Data-driven ensemble model to statistically downscale rainfall using nonlinear predictor screening approach

The Artificial Intelligence (AI) models i.e., Artificial Neural Network (ANN) and Least Square Support Vector Machine (LSSVM) were used to statistically downscale and project rainfall data from CMIP5 General Circulation Models (GCMs) for Tabriz and Ardabil synoptic stations in north west Iran. Since one of the important issues in statistical downscaling of GCMs is to select dominant variables among plenty of large-scale climate data (predictors), a predictors screening framework, which integrates Wavelet-Entropy (WE) and Self-Organizing Map (SOM) was developed in this study to statistically downscale mean monthly rainfall values. The advantage of proposed method is to reduce the noise and dimensionality of data as well as selecting reliable inputs of downscaling model for future rainfall projection.
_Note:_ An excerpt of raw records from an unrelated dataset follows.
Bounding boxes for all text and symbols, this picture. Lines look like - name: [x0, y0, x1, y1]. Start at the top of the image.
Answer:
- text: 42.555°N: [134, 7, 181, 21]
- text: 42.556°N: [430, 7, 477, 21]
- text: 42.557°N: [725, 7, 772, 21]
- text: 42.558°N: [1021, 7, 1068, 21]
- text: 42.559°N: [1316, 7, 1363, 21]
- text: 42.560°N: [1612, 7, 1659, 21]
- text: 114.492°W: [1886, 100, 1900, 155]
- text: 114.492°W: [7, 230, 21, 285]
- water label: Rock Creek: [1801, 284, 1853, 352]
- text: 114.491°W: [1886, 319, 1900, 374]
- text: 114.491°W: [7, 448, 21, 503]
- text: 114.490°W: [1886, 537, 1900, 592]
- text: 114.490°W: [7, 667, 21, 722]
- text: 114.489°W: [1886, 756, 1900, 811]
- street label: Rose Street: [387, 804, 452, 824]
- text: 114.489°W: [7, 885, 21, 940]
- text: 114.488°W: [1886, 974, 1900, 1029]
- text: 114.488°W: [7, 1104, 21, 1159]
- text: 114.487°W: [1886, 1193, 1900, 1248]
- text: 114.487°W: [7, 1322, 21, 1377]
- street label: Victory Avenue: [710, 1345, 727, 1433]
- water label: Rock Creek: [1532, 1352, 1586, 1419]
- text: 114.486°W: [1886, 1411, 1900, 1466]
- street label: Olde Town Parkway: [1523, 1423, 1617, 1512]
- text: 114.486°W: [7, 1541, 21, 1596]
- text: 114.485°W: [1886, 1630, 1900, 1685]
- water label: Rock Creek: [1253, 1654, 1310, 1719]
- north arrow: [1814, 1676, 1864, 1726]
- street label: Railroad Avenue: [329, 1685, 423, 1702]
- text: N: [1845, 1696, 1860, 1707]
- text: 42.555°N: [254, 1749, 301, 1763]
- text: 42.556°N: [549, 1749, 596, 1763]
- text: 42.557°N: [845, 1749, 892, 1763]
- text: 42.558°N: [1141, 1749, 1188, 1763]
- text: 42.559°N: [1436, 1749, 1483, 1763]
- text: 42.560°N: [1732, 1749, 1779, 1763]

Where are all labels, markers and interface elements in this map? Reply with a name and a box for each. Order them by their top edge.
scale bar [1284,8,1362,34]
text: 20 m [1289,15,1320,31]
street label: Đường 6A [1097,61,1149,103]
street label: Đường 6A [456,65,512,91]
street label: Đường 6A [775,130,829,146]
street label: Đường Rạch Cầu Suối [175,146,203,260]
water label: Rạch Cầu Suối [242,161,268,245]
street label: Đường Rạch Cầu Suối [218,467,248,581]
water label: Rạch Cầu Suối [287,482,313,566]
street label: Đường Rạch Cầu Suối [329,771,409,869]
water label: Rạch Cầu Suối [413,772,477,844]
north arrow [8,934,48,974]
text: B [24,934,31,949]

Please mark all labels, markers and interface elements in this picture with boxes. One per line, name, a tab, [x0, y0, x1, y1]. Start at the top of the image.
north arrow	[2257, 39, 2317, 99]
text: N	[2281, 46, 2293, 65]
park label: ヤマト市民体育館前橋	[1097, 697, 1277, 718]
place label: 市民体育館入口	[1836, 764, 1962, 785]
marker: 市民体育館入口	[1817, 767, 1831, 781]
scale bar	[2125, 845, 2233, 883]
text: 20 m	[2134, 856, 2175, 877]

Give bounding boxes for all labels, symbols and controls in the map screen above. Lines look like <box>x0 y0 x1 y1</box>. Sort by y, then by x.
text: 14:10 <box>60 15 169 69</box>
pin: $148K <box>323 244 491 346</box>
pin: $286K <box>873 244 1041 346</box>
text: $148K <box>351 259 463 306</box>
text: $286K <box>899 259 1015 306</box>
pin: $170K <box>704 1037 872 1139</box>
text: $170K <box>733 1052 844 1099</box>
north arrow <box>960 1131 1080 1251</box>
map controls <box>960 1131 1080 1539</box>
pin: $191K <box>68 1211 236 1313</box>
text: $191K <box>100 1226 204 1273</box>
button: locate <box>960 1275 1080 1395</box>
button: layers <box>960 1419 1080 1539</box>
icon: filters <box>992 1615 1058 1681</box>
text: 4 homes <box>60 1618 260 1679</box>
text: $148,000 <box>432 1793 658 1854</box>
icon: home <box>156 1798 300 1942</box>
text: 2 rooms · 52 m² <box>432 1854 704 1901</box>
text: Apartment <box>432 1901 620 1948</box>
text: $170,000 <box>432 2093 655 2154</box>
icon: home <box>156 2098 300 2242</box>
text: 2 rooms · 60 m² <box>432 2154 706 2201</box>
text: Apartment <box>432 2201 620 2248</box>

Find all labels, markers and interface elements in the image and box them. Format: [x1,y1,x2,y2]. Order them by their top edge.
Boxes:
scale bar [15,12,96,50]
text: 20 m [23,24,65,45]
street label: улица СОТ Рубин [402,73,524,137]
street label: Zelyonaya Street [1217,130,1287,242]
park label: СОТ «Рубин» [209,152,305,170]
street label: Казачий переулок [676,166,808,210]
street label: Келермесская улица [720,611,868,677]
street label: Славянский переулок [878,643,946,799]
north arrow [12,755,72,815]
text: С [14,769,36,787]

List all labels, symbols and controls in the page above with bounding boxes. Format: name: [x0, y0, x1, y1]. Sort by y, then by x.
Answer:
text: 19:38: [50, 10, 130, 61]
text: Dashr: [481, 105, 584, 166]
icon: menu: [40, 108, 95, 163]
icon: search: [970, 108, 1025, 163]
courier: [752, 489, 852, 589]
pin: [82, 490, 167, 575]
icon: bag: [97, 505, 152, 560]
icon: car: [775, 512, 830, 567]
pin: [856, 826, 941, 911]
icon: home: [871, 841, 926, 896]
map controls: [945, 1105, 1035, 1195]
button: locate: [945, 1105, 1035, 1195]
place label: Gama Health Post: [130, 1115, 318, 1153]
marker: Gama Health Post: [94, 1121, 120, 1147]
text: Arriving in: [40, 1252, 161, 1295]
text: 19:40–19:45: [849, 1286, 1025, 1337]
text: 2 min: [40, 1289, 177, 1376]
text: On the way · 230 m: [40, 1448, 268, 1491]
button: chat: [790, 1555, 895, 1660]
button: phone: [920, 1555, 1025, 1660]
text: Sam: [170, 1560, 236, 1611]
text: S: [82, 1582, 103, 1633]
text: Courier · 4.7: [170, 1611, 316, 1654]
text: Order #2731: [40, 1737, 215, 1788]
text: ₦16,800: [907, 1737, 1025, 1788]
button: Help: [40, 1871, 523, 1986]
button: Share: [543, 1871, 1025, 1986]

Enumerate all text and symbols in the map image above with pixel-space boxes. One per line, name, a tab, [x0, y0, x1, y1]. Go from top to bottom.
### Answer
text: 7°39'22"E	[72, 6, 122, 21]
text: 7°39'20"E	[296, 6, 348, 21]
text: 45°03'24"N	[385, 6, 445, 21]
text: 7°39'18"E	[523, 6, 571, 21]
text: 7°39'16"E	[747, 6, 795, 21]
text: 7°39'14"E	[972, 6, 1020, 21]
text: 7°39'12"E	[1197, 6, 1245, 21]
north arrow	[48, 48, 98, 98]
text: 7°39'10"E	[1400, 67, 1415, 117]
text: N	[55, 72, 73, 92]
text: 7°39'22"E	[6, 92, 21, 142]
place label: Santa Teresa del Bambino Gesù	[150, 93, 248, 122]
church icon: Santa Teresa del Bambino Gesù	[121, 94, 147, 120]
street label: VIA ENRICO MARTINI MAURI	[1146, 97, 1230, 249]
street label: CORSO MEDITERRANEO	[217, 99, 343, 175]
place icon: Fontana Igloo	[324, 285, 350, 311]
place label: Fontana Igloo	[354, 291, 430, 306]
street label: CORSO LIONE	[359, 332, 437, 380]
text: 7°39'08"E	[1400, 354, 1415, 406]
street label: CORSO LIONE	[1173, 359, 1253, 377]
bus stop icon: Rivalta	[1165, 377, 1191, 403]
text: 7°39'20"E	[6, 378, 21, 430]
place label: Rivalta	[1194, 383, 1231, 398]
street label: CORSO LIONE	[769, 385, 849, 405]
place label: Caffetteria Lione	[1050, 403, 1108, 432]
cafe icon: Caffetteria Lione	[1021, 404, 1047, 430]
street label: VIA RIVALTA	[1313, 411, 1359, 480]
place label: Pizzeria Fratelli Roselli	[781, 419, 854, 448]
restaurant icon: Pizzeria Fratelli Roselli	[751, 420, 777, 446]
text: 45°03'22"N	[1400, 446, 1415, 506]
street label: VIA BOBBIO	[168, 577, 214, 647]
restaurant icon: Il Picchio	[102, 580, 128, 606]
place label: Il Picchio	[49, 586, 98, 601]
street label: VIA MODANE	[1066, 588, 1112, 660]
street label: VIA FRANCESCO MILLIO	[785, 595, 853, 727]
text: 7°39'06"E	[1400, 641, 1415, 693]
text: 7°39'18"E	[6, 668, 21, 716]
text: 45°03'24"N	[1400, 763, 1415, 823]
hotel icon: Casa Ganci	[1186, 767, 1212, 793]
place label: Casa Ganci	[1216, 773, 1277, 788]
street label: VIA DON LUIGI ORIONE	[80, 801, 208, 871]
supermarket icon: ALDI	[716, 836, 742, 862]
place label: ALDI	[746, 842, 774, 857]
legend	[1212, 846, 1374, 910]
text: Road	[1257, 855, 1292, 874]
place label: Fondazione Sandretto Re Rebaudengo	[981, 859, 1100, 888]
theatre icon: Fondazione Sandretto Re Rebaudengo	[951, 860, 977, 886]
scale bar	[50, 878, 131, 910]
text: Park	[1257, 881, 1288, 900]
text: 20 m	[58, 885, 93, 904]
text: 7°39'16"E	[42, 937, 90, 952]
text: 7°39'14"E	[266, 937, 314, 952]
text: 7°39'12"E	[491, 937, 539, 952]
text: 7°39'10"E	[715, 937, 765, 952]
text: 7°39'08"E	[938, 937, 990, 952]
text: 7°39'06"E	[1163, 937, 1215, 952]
To this end, five GCMs (i.e., Can-ESM2, BNU-ESM, CSIRO-ACCESS1, GFDL-ESM2G and INM-CM4) were employed. ANN, LSSVM and Multiple Linear Regression (MLR) models were trained to capture relationship between the predictors and the stations' observed rainfall values (predictand). Then, ensemble techniques were applied on the outputs of the downscaling models. The calibration, validation and projection of the proposed downscaling models were performed over the periods; Jan. 1951 to Dec. 1991, Jan. 1992 to Dec. 2005 and Jan. 2017 to Dec. 2100, respectively. The projection of rainfall for near and distant future (i.e., 2017-2050 and 2050-2100) by the proposed multi-GCM ensemble framework yielded to rainfall alteration pattern; 40-41% and 35-42% decrease at Tabriz station and 6-12% and 5-13% increase at Ardabil station under RCPs 4.5 and 8.5, respectively.